Roof penetration for rooftop units

Brownetown

Member
Location
Va
Occupation
Electrican
I have a RTU and kitchen hood exhaust that I have to get to on a flat roof. They’re about 10’ apart on the roof. I was wondering what you guys would do. I’m thinking ether making a 1” penetration next to each unit near the disconnect or what about 1-2” penetration on the middle of the 2 and take my conduits threw and run on the roof. Ether way a roofer contractor will
Be installing a watches hat or what ever they recommend. My feet for penetrating near units messing up the flashing they used for the curbs
 

Brownetown

Member
Location
Va
Occupation
Electrican
The ones I have worked on in the past I ran through the curb. Problem is how these sit conduit needed to be run while they sat the units on the curb. We didn’t know what day they were setting them. Anyways. 6” away from unit should be clear from any flashing that was installed from the curb
 

MTW

Senior Member
Location
SE Michigan
The ones I have worked on in the past I ran through the curb. Problem is how these sit conduit needed to be run while they sat the units on the curb. We didn’t know what day they were setting them. Anyways. 6” away from unit should be clear from any flashing that was installed from the curb
What you should be doing is finding out who the roofer is from the guys that are setting the units and curbs, tell them how many roof booties you need for your penetrations or if you need pitch (tar) boxes for asphalt built up roofs. Have the contractor setting the equipment get the required booties or boxes from their roofer to match the material that roof is made of.

Then you place the provided booties over your conduits when your installing them. Place the booties or pitch boxes over your conduits as your installing them. Make your penetration hole just big enough for your conduit, then it can be temporarily sealed with roofing caulk. Leave the boots raised up on the conduits for the roofer, then have the HVAC contractor call the roofer to come and provide the final seal up. This way you wont void any roof warranty or be responsible for any leaks now or in the future.

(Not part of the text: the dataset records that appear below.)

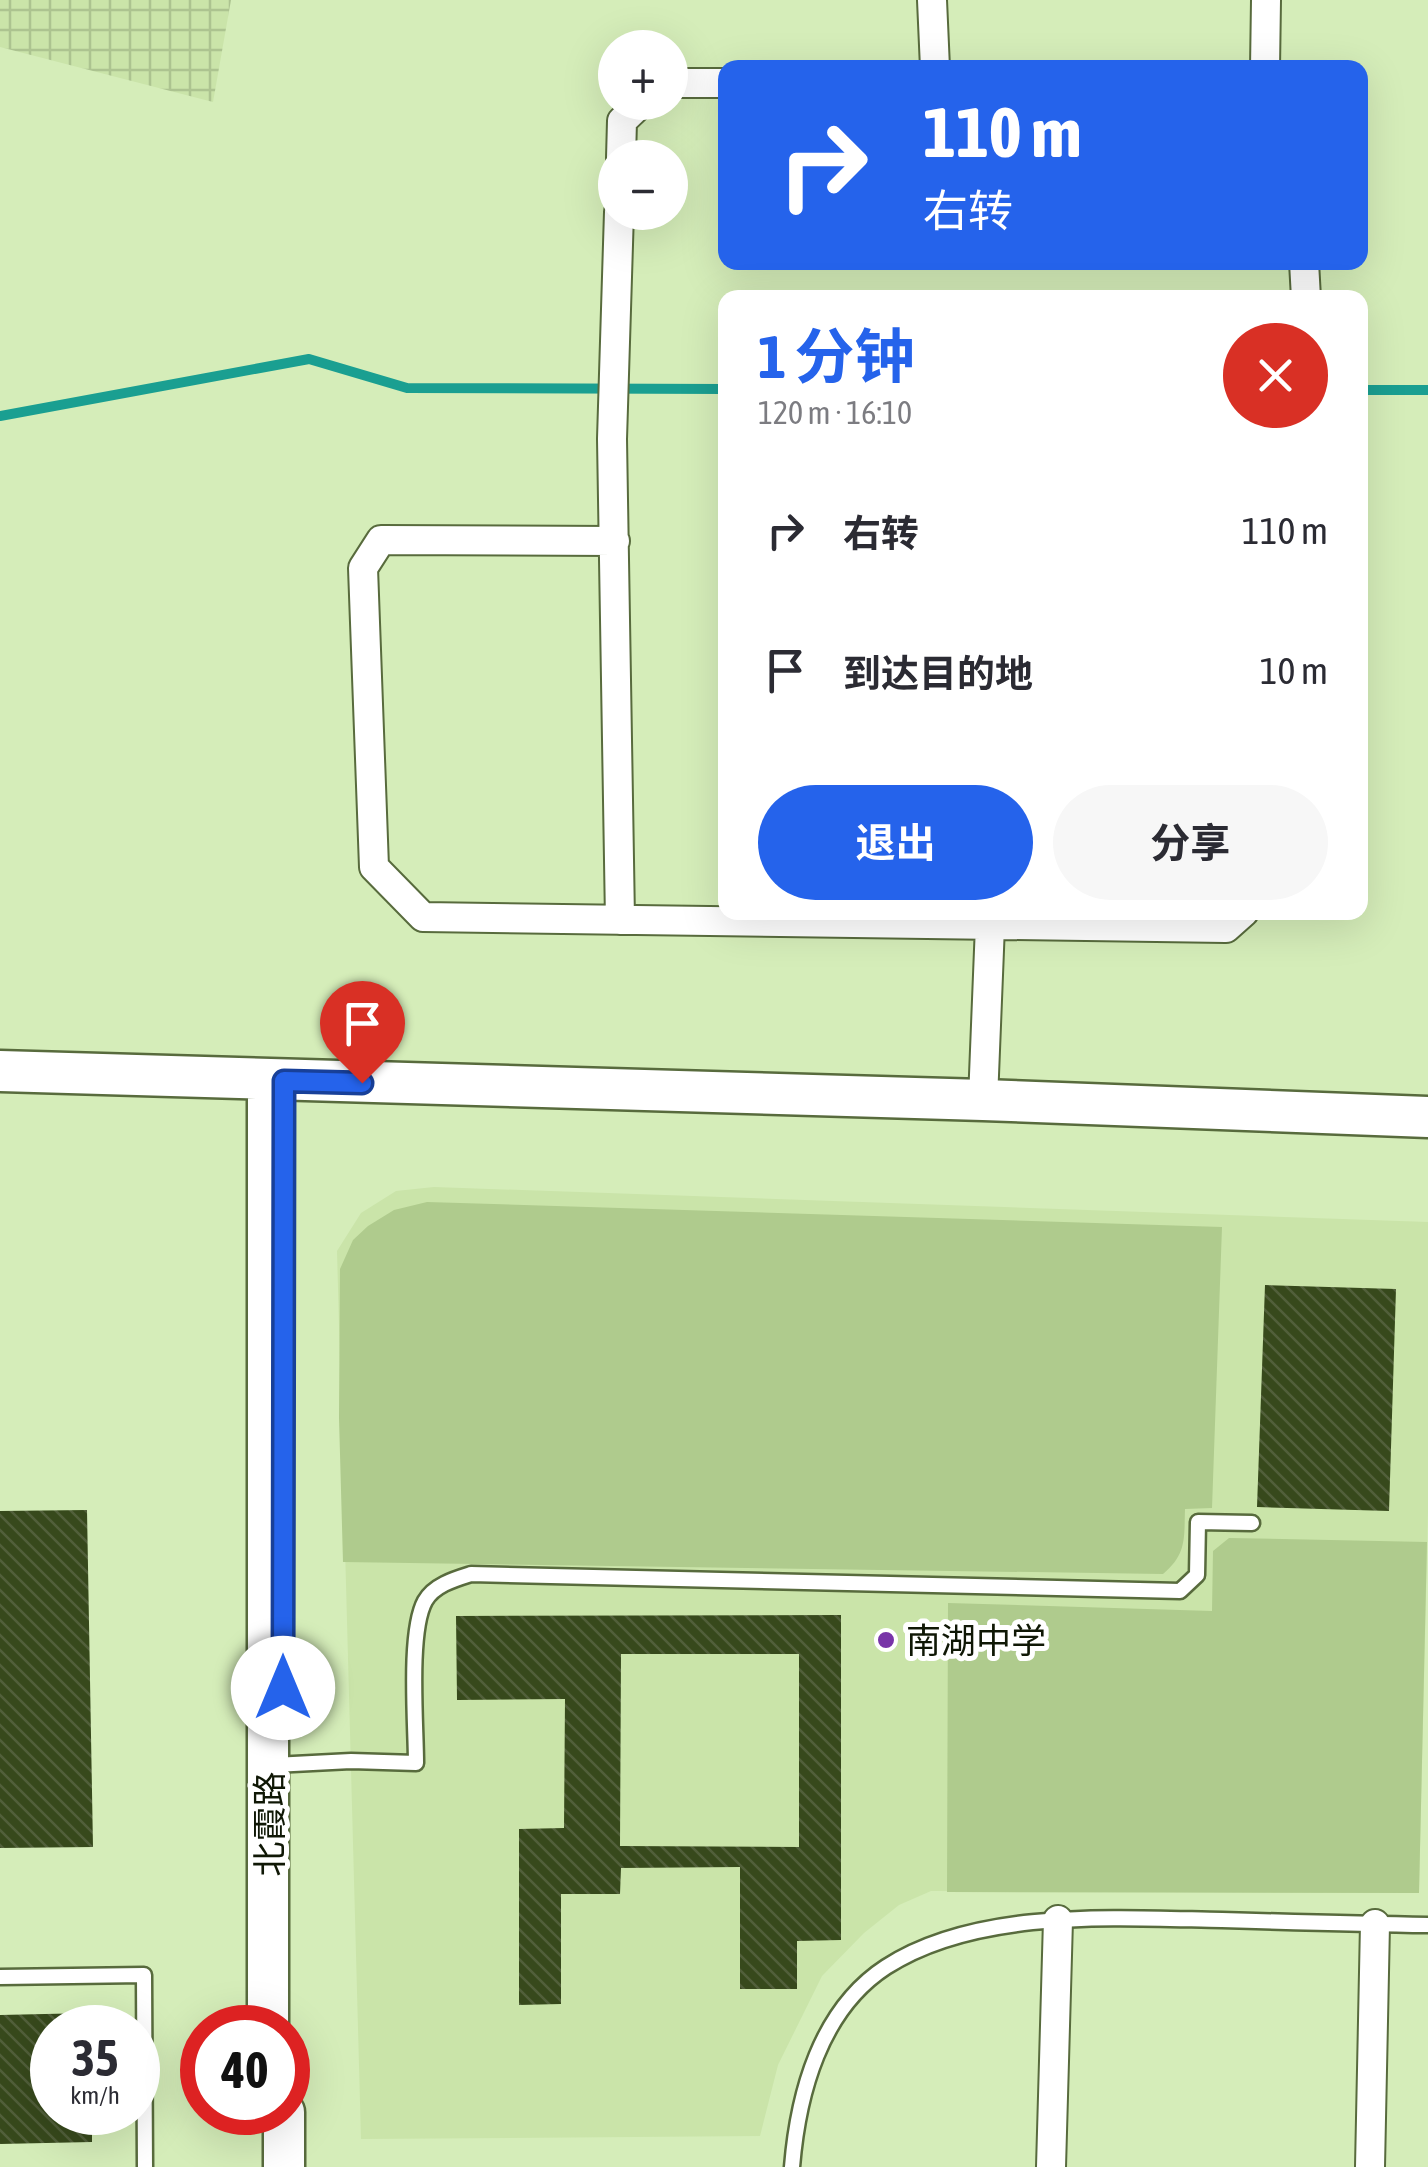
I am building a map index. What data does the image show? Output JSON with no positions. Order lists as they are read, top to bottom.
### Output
{
  "streets": {
    "street": ["北霞路"]
  },
  "places": ["南湖中学"],
  "page": {
    "map_buttons": ["+", "−"],
    "turn": ["110 m", "右转"],
    "heading": ["1 分钟", "120 m · 16:10"],
    "list": [
      {
        "name": "右转",
        "value": "110 m"
      },
      {
        "name": "到达目的地",
        "value": "10 m"
      }
    ],
    "buttons": ["退出", "分享"],
    "speed": "35 km/h",
    "limit": "40"
  }
}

Going through the roof underneath the curb and equipment is the best way and avoids most penetrations that need to be sealed by the roofer. But to do that you will need long pilot bits to mark your penetration location, and some hole saw extensions to reach from the curb height to the roof surface.

The same type method can normally used on the exhaust fan curb, but most exhaust fans need a flex whip installed above the curb in order to hinge the fan open for cleaning. Locate your required disconnect on the side of the fan curb.
 

farmantenna

Senior Member
Location
mass
this depends on the RTU manufacturer. Some are great, like Captive Air, with KOs plate inside the unit directly under their disco. some suck like York that are impossible to feed through the unit but must go through the roof or curb wall outside the unit. I would find the model numbers of the units to determine how... . Kitchen hood exhaust is usually from outside the unit through the roof or curb wall and should come from the correct corner so it can pivot/hinge properly but you can cheat. Some exhausts can go through the conduit tube inside the mushroom but they are usually non kitchen type.

I'd penetrate near the units rather than 5' away with common hole
 

Brownetown

Member
Location
Va
Occupation
Electrican
That’s what I was thinking. I was able to penetrate the RTU. I have to use an extension drill a pilot hole then drill from underneath the decking. The exhaust I haven’t done yet but the way they wrapped there seal on there duct leading threw the roof completely sealed around any spackling between duct and curb going up. So I will have to penetrate roof. But I already had roofing contractor on stand by. So I won’t drill until they get on site early next week. Thank you for all the feed back.
 

brantmacga

Señor Member
Location
Georgia
Occupation
Former Child
You may need two penetrations for the exhaust fan. Most of the systems I installed in the last couple of years required line voltage and a PWM speed control circuit. Space those penetrations a foot apart to leave room for the boots on each conduit.